Saúde tem a ver com a vida e os sistemas vivos. Não existe “vida” no paradigma de saúde promovido e imposto por Bill Gates e sua laia ao mundo inteiro. Gates criou alianças globais para forçar, de cima para baixo, suas análises e soluções para os problemas sanitários. Ele paga para definir os problemas e depois usa sua influência e poder econômico para determinar as soluções, enchendo os próprios bolsos no processo. Seus “financiamentos” resultam no apagamento da democracia e da biodiversidade, da natureza e da cultura. Sua “filantropia” não é apenas filantro-capitalismo ― é filantro-imperialismo.

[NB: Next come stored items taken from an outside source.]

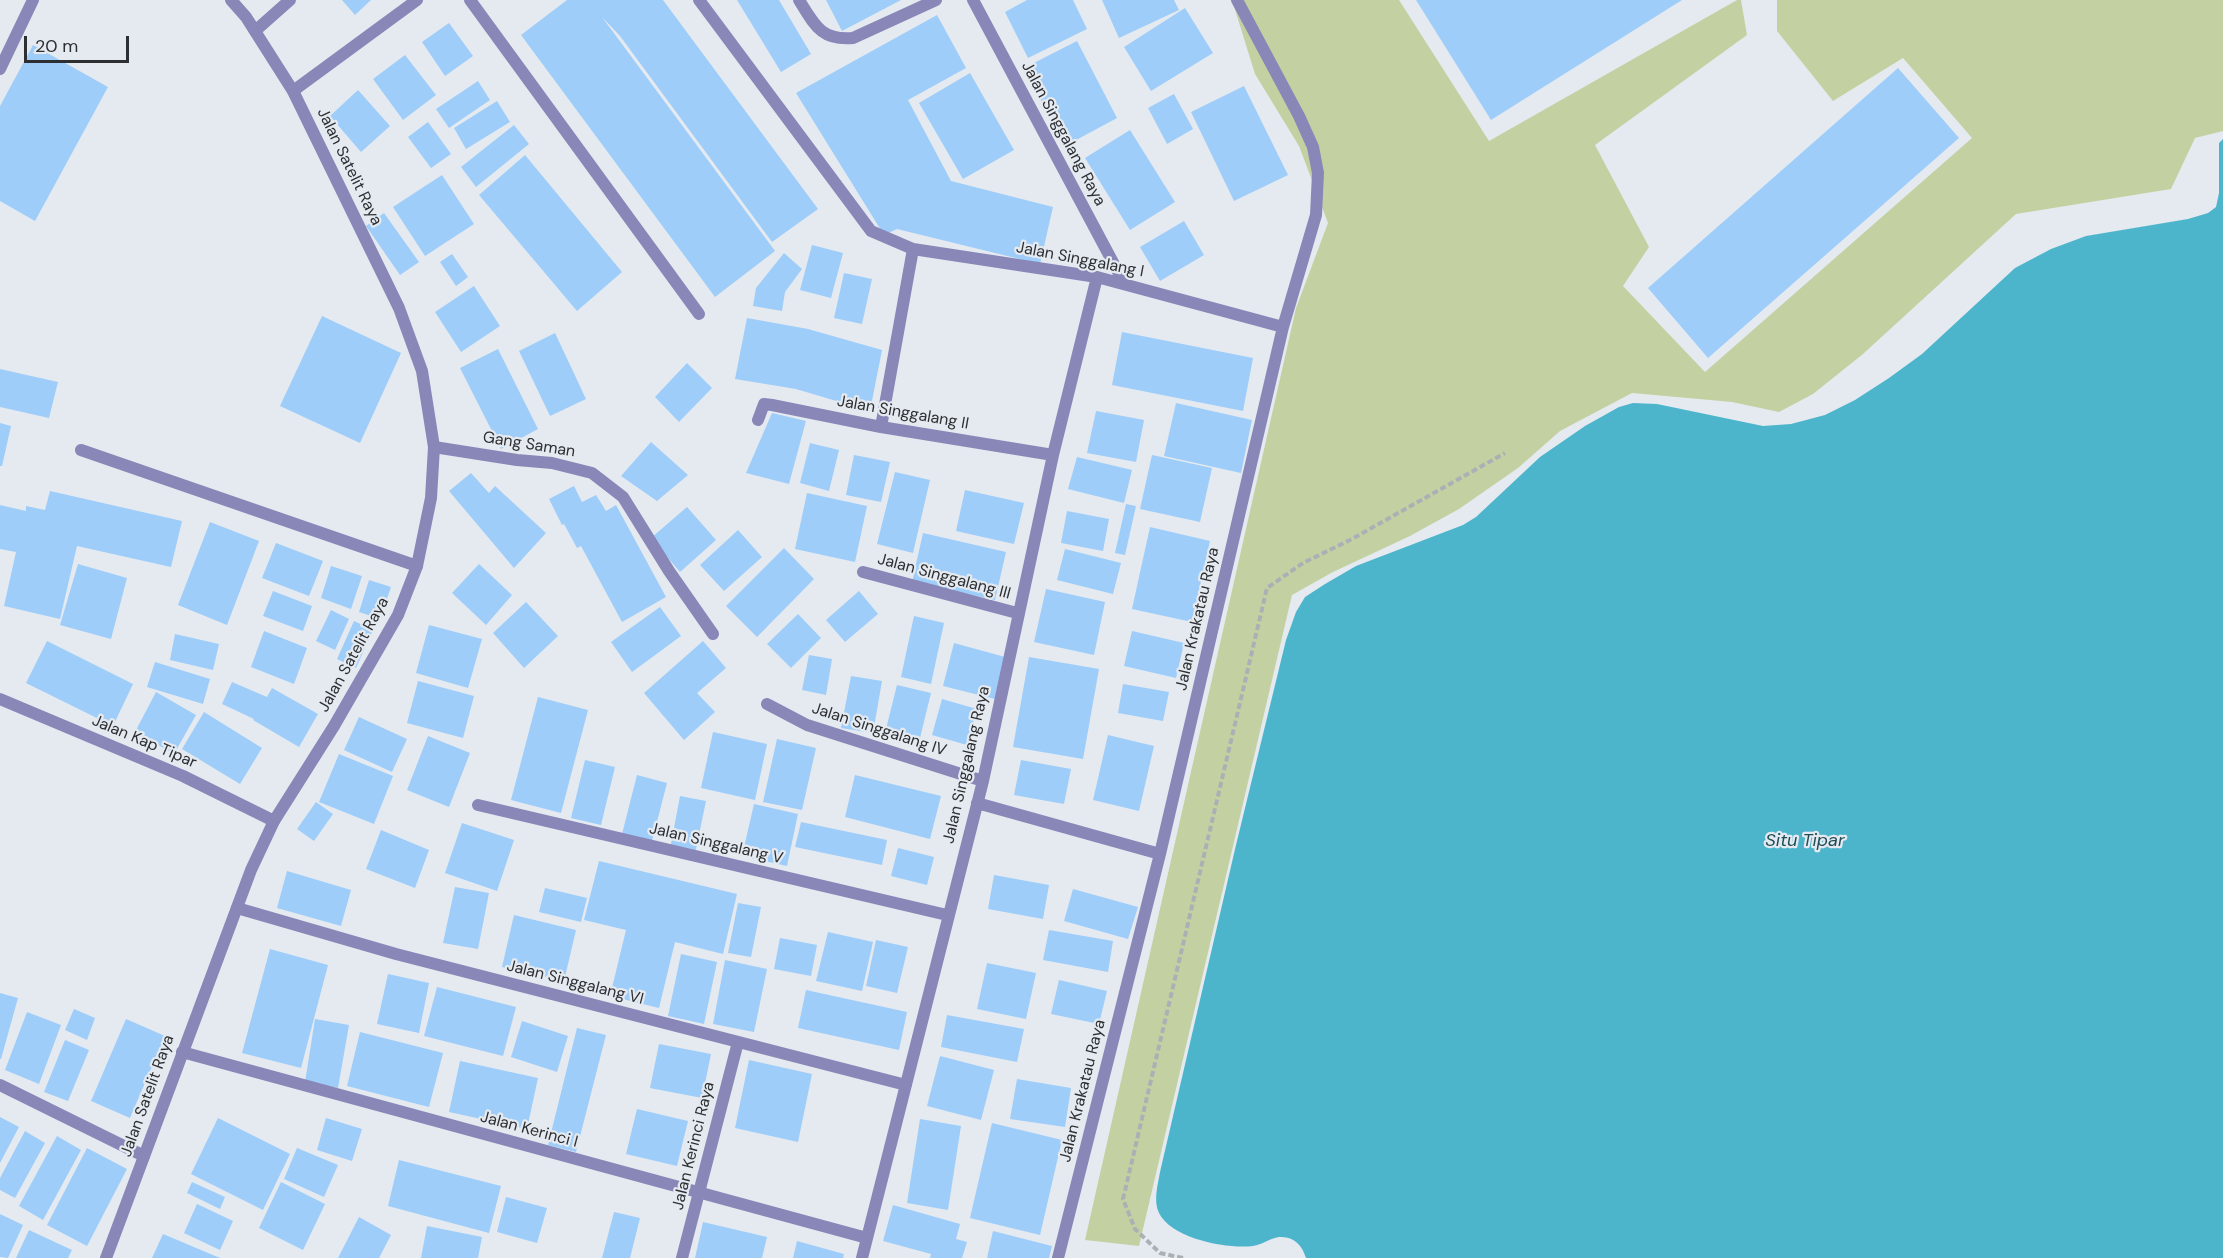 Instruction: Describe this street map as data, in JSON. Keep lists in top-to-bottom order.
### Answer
{
  "streets": {
    "street": [
      "Jalan Singgalang Raya",
      "Jalan Satelit Raya",
      "Jalan Singgalang I",
      "Jalan Singgalang II",
      "Gang Saman",
      "Jalan Singgalang III",
      "Jalan Krakatau Raya",
      "Jalan Singgalang IV",
      "Jalan Kap Tipar",
      "Jalan Singgalang V",
      "Jalan Singgalang VI",
      "Jalan Kerinci I",
      "Jalan Kerinci Raya"
    ]
  },
  "crossings": [
    ["Jalan Singgalang Raya", "Jalan Singgalang I"],
    ["Jalan Singgalang Raya", "Jalan Singgalang II"],
    ["Jalan Singgalang Raya", "Jalan Singgalang III"],
    ["Jalan Singgalang Raya", "Jalan Singgalang IV"],
    ["Jalan Singgalang Raya", "Jalan Singgalang V"],
    ["Jalan Singgalang Raya", "Jalan Singgalang VI"],
    ["Jalan Singgalang Raya", "Jalan Kerinci I"],
    ["Jalan Satelit Raya", "Gang Saman"],
    ["Jalan Satelit Raya", "Jalan Kap Tipar"],
    ["Jalan Satelit Raya", "Jalan Singgalang VI"],
    ["Jalan Satelit Raya", "Jalan Kerinci I"],
    ["Jalan Singgalang I", "Jalan Krakatau Raya"],
    ["Jalan Singgalang VI", "Jalan Kerinci Raya"],
    ["Jalan Kerinci I", "Jalan Kerinci Raya"]
  ],
  "water": ["Situ Tipar"],
  "scale_bar": "20 m"
} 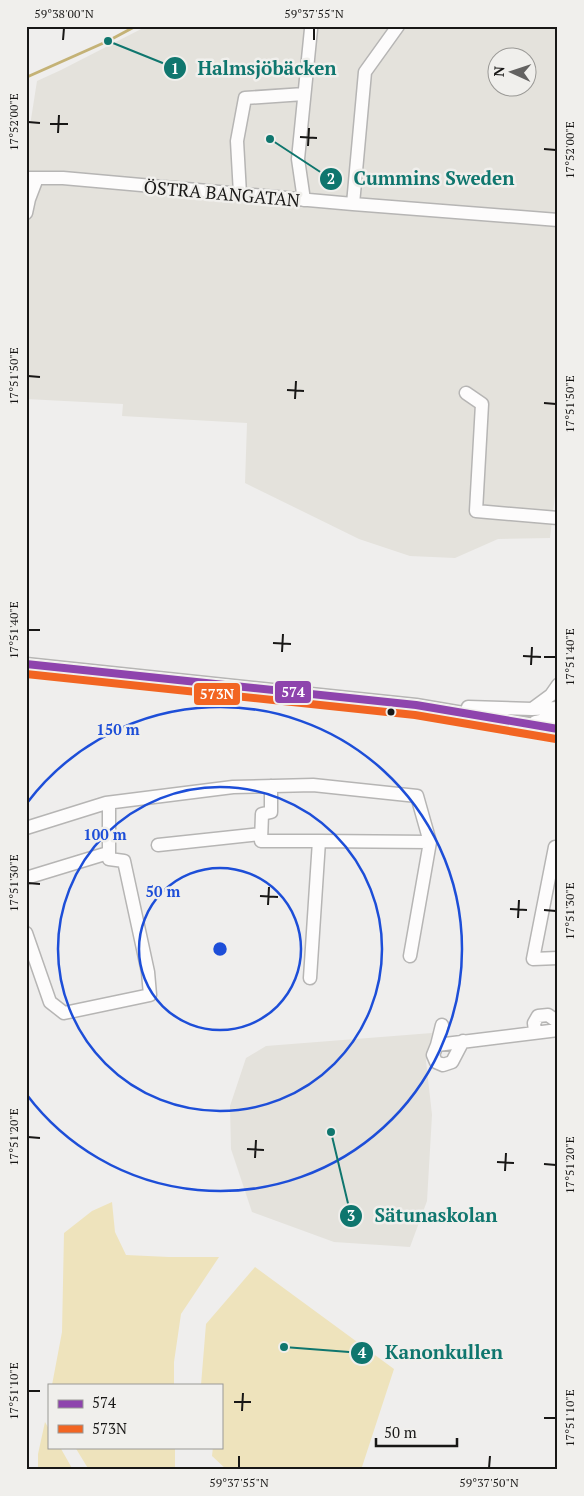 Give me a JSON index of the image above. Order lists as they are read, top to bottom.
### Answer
{
  "streets": {
    "street": ["ÖSTRA BANGATAN"]
  },
  "places": [
    "Halmsjöbäcken",
    "Cummins Sweden",
    "Sätunaskolan",
    "Kanonkullen"
  ],
  "lines": ["transit line 574", "transit line 573N"],
  "legend": ["574", "573N"],
  "scale_bar": "50 m",
  "north": "left",
  "coordinates": [
    "59°38'00\"N",
    "59°37'55\"N",
    "17°52'00\"E",
    "17°51'50\"E",
    "17°51'40\"E",
    "17°51'30\"E",
    "17°51'20\"E",
    "17°51'10\"E",
    "59°37'50\"N"
  ],
  "rings": ["150 m", "100 m", "50 m"]
} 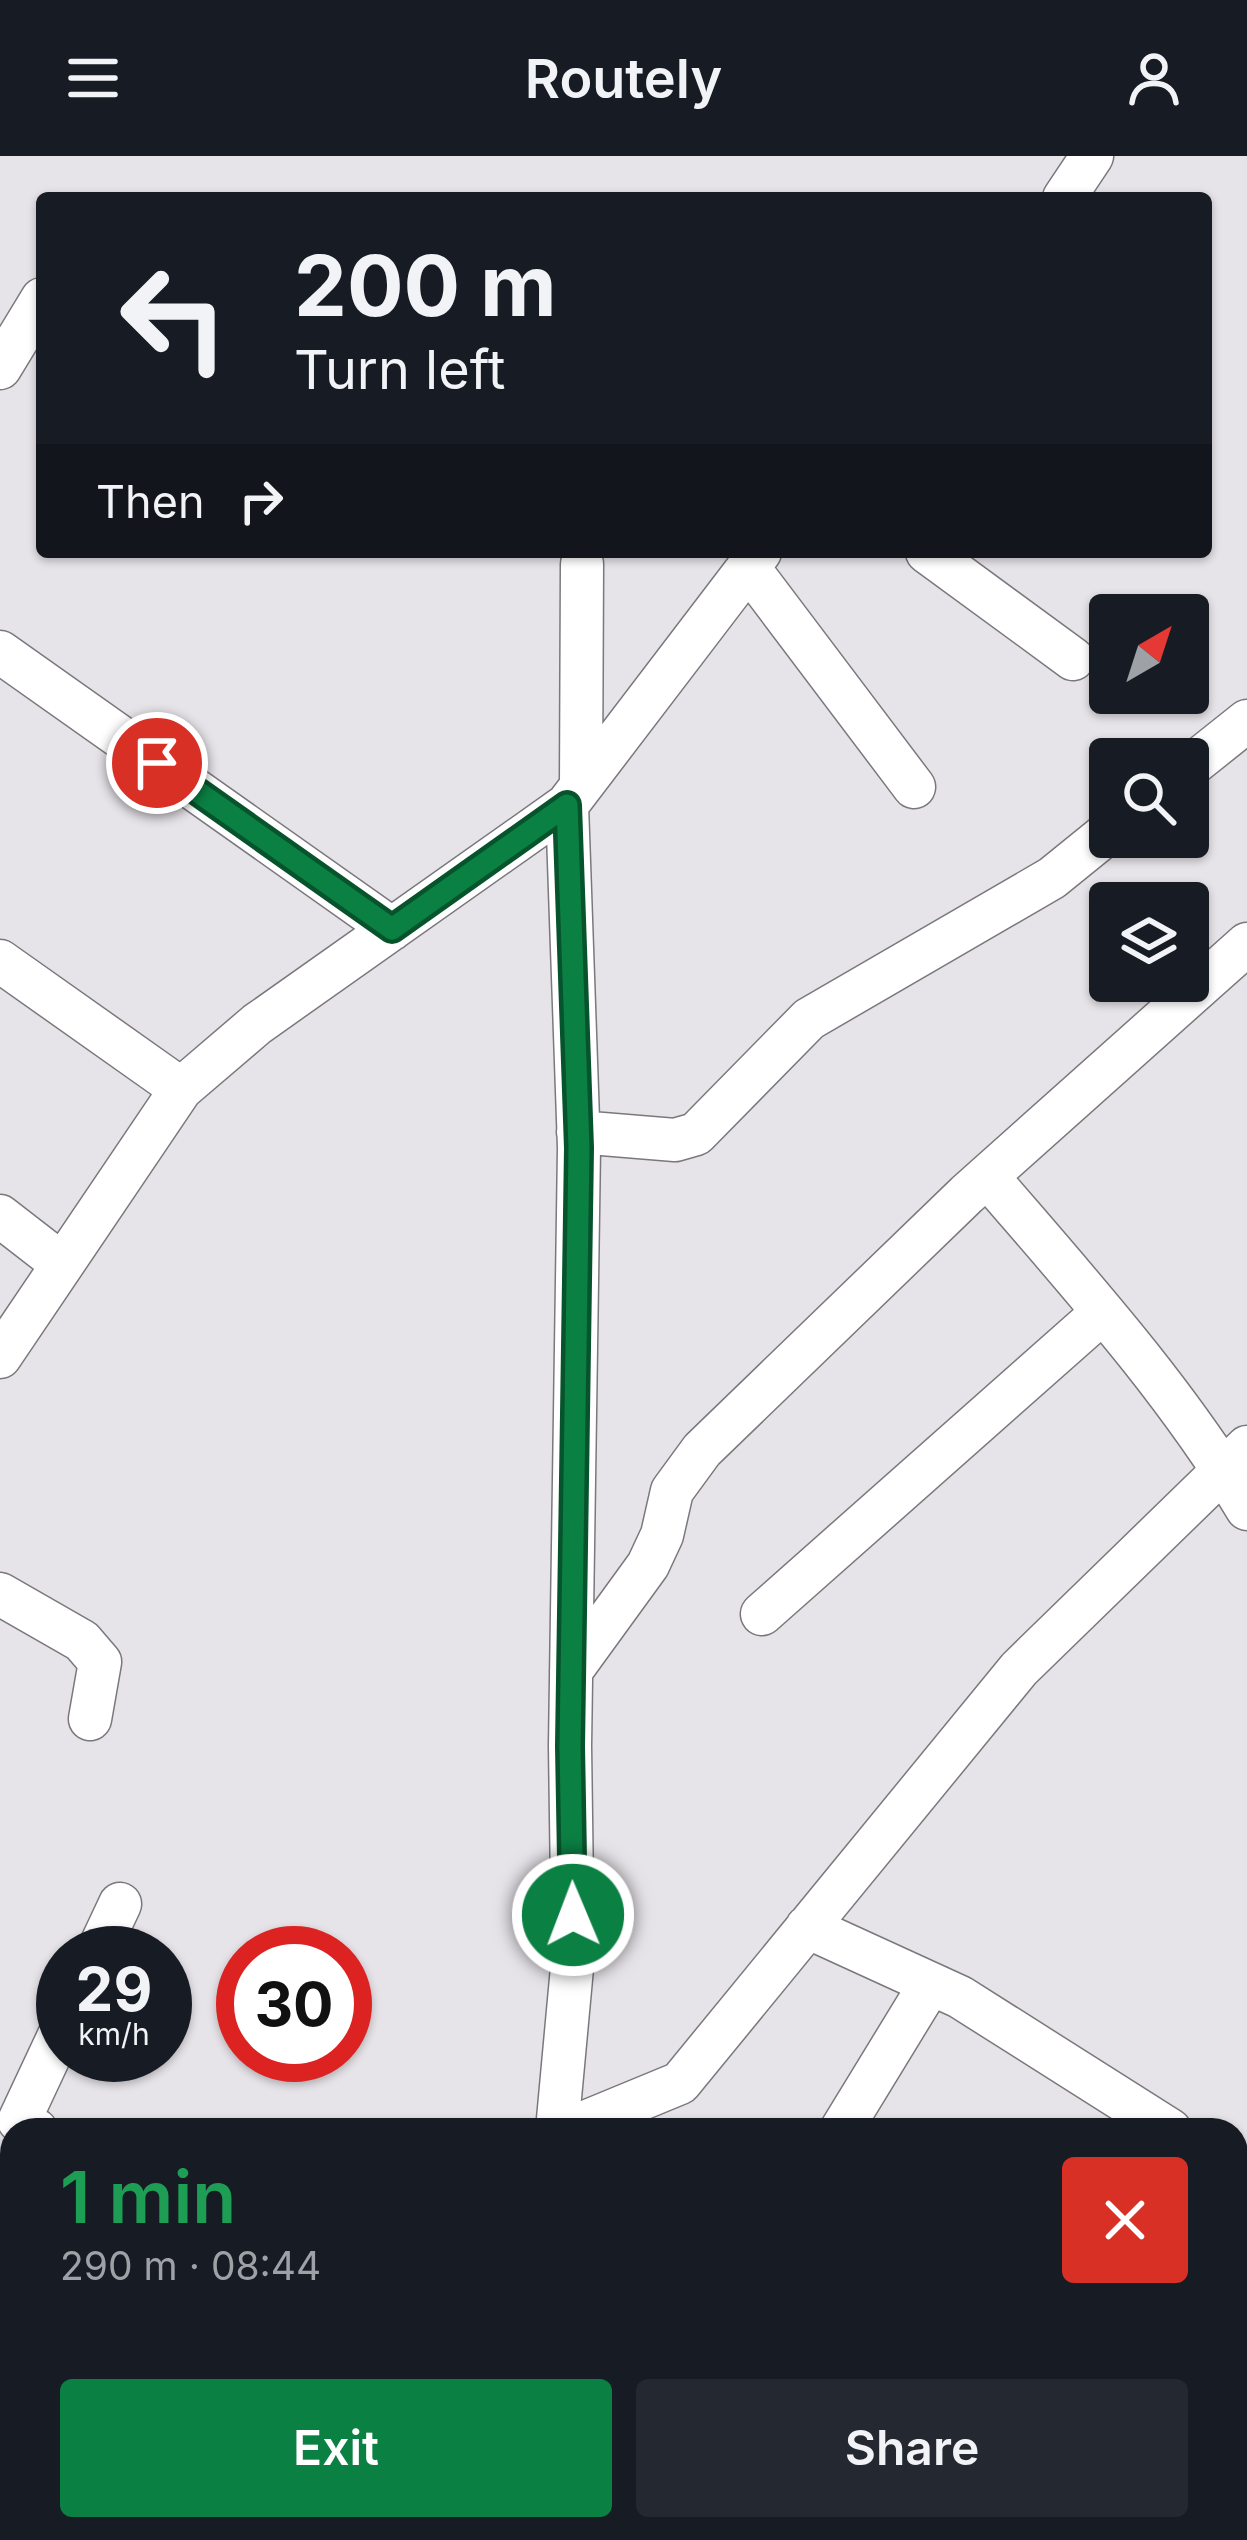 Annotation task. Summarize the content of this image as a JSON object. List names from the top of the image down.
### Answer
{
  "north": "top right",
  "page": {
    "header": "Routely",
    "turn": ["200 m", "Turn left"],
    "then": "Then",
    "speed": "29 km/h",
    "limit": "30",
    "heading": ["1 min", "290 m · 08:44"],
    "buttons": ["Exit", "Share"]
  }
} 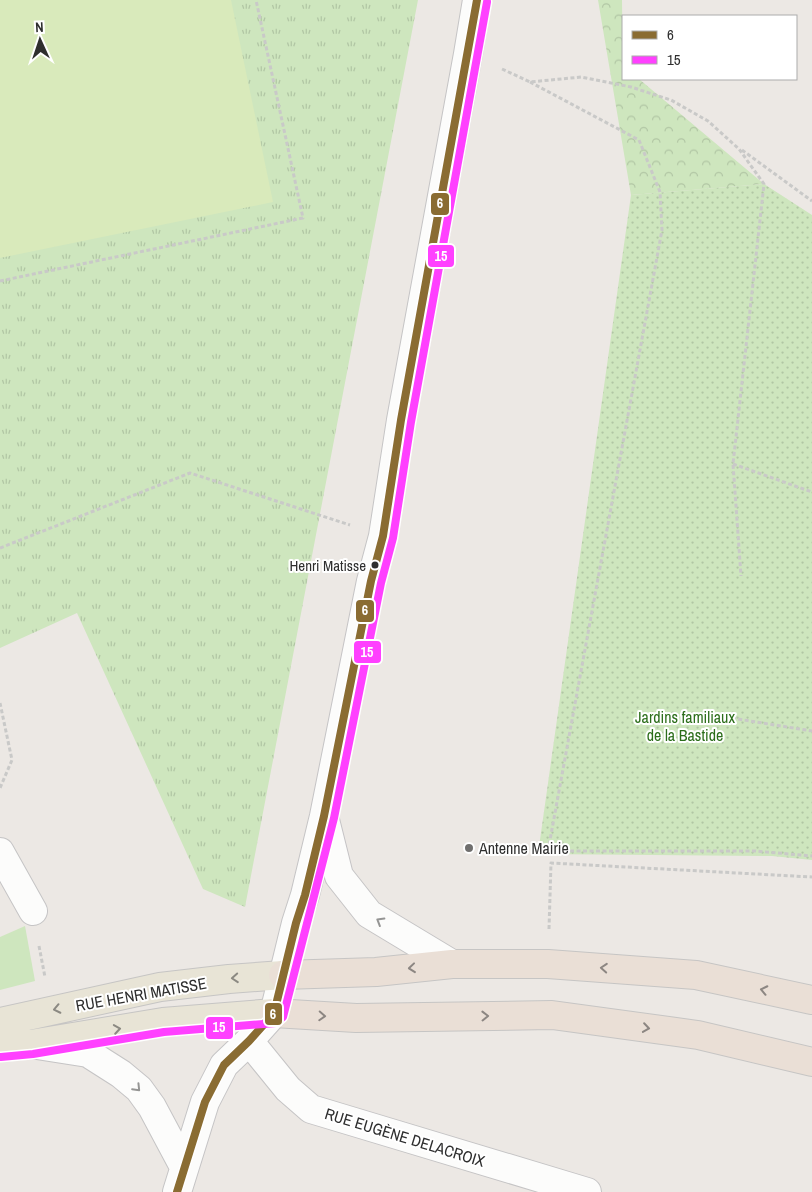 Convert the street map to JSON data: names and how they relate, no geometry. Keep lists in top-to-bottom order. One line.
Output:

A pandemia e qquarentena têm revelado ainda mais claramente como estamos sendo reduzidos a objetos a ser controlados, com nossos corpos e mentes como os novos territórios a serem colonizados. Impérios criam colônias que, por sua vez, contêm em si os bens comuns das comunidades indígenas vivas e os transformam em fontes de matéria-prima a ser extraída para obtenção de lucro. Essa lógica linear e extrativista é incapaz de ver as íntimas relações de sustentação da vida no mundo natural. É cega para a diversidade, os ciclos de renovação, os valores de dar e compartilhar e o poder e potencial da auto-organização e da mutualidade. É cega para o desperdício que gera e a violência que desencadeia. A quarentena prolongada tem sido um experimento para um futuro sem humanidade.